Web sites, which are included under the organisation's definition of 'broadcasting', can present several obstacles to users with visual impairment or restricted mobility.

To be more accessible, sites need to be designed to take into account the use of tools such as screen readers, which read text to blind users, and be navigable with the keyboard alone. This allows users with limited movement to navigate through links on a page using the tab key, for example, instead of a mouse.

"BBCi has a commitment to making its output as accessible as reasonably possible to all audiences to fulfil its public service remit and to meet its requirements under the Disability Discrimination Act," said Jonathan Hassell, editor of standards and guidelines for BBC New Media.

"In February 1999, BBC Education, in conjunction with the RNIB, created Betsie - a tool that automatically creates text-only version of web pages. This has provided a text-only version of every page on since that time."

In February this year, The Disability Rights Commission (DRC) began a year-long investigation into web accessibility, sampling 300 websites across the country. Assessment is based on universal standards laid down by the Worldwide Web Consortium (W3C) in their detailed Web Accessibility Initiative (WAI).

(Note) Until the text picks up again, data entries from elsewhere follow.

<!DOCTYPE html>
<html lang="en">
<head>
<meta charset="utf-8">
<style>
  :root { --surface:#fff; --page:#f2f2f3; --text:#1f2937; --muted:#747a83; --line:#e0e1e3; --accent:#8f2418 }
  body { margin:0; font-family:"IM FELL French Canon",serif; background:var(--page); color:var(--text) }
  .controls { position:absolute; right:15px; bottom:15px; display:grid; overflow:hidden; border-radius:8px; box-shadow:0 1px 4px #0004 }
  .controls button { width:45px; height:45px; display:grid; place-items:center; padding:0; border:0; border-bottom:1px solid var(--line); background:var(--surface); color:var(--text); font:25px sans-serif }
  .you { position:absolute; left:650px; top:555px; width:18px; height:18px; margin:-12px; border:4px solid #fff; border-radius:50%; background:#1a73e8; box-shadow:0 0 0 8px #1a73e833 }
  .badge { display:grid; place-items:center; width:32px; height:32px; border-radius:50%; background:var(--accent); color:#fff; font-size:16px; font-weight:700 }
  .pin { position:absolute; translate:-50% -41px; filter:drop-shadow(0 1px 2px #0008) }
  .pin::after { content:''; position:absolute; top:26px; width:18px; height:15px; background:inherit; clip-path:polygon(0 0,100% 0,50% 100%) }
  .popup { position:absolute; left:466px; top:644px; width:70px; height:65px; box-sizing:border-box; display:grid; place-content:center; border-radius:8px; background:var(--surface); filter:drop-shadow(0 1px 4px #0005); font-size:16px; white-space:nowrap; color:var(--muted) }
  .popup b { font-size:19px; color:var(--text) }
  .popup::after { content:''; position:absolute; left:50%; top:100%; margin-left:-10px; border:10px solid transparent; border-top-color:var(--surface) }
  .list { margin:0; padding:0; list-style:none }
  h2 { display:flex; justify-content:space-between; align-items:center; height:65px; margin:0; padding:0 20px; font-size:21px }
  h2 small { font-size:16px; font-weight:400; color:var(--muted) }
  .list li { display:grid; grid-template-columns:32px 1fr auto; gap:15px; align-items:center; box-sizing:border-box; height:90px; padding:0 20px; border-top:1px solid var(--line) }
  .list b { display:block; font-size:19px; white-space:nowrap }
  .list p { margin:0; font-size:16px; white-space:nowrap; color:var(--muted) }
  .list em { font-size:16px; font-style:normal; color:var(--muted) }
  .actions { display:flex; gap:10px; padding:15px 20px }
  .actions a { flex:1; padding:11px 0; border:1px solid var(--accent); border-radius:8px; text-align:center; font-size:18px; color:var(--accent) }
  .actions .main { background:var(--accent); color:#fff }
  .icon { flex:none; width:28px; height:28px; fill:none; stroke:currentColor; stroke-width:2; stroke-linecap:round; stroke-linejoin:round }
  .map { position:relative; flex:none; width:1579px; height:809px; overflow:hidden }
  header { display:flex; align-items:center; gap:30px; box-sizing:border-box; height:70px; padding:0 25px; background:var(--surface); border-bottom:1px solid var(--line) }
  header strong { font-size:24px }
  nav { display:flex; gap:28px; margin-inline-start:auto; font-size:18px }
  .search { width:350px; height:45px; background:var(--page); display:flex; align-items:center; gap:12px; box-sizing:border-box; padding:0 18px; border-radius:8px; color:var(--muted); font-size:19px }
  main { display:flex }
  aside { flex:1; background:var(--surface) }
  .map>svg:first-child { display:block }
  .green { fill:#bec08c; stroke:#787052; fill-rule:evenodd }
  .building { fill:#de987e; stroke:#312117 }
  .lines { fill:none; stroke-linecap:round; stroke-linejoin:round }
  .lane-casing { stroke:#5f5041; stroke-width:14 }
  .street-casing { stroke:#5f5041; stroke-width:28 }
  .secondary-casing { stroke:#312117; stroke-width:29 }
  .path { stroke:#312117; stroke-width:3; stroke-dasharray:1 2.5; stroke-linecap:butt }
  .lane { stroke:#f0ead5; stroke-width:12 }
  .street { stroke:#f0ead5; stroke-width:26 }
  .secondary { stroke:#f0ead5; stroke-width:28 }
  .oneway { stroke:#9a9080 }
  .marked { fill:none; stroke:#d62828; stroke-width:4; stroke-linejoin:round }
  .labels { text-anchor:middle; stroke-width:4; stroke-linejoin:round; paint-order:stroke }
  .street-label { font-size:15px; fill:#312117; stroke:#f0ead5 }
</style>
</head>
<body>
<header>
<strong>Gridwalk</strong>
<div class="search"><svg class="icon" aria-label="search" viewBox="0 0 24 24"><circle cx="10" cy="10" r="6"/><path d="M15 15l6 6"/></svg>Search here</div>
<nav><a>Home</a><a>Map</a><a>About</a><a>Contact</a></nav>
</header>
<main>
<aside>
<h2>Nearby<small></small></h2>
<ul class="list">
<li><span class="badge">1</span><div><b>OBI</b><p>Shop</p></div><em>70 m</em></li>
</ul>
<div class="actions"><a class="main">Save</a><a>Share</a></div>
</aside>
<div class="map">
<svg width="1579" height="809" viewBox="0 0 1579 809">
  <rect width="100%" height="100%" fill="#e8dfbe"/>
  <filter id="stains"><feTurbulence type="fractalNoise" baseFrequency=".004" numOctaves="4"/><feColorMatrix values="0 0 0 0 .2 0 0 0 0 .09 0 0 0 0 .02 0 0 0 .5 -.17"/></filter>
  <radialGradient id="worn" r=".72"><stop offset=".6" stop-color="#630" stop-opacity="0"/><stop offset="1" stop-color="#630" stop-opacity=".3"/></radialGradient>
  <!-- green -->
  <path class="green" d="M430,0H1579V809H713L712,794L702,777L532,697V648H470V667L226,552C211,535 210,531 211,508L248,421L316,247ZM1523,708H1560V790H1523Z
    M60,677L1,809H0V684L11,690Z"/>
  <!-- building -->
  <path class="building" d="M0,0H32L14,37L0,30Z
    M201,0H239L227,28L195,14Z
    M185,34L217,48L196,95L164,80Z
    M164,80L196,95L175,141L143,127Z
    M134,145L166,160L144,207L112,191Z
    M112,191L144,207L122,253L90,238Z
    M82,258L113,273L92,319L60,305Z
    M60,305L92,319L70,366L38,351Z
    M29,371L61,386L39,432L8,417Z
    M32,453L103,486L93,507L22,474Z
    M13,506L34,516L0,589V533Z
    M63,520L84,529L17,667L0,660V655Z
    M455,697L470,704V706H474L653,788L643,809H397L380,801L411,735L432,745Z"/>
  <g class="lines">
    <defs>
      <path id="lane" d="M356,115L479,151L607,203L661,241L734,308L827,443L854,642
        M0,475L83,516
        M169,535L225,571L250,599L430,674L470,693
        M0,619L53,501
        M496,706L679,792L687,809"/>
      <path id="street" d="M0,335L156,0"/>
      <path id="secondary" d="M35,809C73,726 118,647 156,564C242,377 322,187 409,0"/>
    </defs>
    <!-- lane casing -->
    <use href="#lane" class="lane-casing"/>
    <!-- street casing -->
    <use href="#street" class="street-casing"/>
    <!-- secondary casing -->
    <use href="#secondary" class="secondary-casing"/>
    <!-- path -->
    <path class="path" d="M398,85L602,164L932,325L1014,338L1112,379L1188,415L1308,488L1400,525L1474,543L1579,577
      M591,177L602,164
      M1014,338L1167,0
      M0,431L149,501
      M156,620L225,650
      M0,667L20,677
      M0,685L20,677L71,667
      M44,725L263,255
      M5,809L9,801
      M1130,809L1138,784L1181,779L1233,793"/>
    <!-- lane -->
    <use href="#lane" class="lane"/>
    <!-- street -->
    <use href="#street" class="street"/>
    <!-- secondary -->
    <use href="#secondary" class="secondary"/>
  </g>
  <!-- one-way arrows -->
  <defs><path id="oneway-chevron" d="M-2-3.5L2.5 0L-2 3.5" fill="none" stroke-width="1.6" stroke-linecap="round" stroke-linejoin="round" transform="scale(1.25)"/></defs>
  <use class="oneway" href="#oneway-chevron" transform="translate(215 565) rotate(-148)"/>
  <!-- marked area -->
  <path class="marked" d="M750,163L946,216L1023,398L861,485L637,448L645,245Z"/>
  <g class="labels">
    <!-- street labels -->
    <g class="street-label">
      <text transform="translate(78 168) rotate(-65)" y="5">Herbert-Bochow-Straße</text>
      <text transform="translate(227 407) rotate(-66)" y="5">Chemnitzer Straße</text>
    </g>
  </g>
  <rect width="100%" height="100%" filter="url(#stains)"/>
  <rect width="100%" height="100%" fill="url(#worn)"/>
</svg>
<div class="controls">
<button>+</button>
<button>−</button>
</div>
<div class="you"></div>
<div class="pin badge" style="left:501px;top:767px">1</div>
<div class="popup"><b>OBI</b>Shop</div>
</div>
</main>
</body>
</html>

In mid-2002, the BBC commissioned a study from usability consultants System Concepts to review the accessibility of the BBC web network, and is now implementing more than 50 recommendations.

"A pan-BBC New Media Accessibility Working Group is in the process of reviewing all BBCi Web Standards & Guidelines to update them to comply, where possible, with the WAI guidelines," Mr Hassle told dotJournalism.

"This study has been made available to the public (at to inform and help other companies that are engaged in similar work."

Channel 4 has also just begun a six-month project to bring its websites in line with WAI guidelines.